Abstract

Local failure of rail track commonly grow from surface defects. Hence, timely detection of surface defects helps to identify potential hazards on the track and reduce the occurrence of railroad accidents. Since track surface defects are scattered and diverse, and different service life leads to different types of defects, it is crucial to detect surface defects in real time, with efficiency, reliability and robustness. To this end, a pixel-level defects segmentation method is proposed. In this paper, features are tessellated together at the Channel level to form denser features, allowing additional information on surface defects textures to be propagated among high-resolution layers.
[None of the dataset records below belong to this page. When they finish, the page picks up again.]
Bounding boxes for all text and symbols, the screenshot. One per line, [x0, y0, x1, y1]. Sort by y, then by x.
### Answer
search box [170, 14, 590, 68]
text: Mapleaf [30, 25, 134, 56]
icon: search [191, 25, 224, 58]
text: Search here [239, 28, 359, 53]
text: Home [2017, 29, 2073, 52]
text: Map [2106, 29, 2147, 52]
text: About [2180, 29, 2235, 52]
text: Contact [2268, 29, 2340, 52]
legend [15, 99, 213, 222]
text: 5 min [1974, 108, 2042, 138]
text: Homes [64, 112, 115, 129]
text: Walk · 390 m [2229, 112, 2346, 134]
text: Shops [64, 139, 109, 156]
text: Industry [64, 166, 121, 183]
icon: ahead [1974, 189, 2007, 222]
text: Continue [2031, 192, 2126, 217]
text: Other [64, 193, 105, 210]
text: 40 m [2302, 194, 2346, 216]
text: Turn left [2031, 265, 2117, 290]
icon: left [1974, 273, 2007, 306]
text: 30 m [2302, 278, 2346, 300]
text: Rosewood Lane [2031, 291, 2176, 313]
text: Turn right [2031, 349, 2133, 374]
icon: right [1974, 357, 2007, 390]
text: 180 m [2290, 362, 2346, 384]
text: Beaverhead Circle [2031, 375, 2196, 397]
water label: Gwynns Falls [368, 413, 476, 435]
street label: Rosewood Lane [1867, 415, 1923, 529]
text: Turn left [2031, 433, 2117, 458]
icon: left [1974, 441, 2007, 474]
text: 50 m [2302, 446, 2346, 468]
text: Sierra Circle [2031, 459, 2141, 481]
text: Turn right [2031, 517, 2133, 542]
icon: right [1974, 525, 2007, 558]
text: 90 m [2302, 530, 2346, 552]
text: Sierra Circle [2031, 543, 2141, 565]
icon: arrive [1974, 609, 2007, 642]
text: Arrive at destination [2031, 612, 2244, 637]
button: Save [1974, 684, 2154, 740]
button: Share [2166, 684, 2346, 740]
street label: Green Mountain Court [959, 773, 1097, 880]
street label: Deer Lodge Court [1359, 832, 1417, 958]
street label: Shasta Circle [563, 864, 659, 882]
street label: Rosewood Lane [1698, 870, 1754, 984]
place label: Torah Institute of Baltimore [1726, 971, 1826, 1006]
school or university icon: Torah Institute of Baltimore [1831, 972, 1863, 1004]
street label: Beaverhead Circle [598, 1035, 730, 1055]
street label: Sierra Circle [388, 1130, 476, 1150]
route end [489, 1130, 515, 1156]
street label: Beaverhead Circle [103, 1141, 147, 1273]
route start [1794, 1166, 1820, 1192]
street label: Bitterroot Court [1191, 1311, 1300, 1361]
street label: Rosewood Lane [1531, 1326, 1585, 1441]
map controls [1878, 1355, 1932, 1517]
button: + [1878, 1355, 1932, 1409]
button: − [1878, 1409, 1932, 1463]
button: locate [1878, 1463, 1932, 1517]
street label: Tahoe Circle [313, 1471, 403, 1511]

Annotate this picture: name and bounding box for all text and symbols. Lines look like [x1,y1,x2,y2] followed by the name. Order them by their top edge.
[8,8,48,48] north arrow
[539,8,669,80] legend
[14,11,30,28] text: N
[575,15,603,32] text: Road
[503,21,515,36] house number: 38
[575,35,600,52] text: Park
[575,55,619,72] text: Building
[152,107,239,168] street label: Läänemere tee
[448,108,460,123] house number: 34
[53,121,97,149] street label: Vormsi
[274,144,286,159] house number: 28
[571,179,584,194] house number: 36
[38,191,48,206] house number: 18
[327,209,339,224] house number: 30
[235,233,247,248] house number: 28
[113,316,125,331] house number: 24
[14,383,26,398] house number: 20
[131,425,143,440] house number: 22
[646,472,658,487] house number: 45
Dropout is performed on the weak correlations learned during the convolution, so that the convolution blocks can share a uniform weight matrix, reducing computation redundancy and model complexity. Firstly, the track datasets of different ages are categorized into four sets, then, the samples are normalized to grey scale by pre-processing, and fed into the proposed network for training. An evaluation of the proposed model on defective samples was performed to demonstrate the performance of the method, with an Accuracy of 97.47%, a Loss of 0.0061 and an Average Frame Rate of 0.033s. The results of different networks tested on the same dataset show that the proposed model exhibits strong stability, adaptability and robustness. In addition, the proposed model is assessed on two different datasets with distinct challenges, with Mean Intersection over Union yielding 2.13% and 3.77% boosts respectively.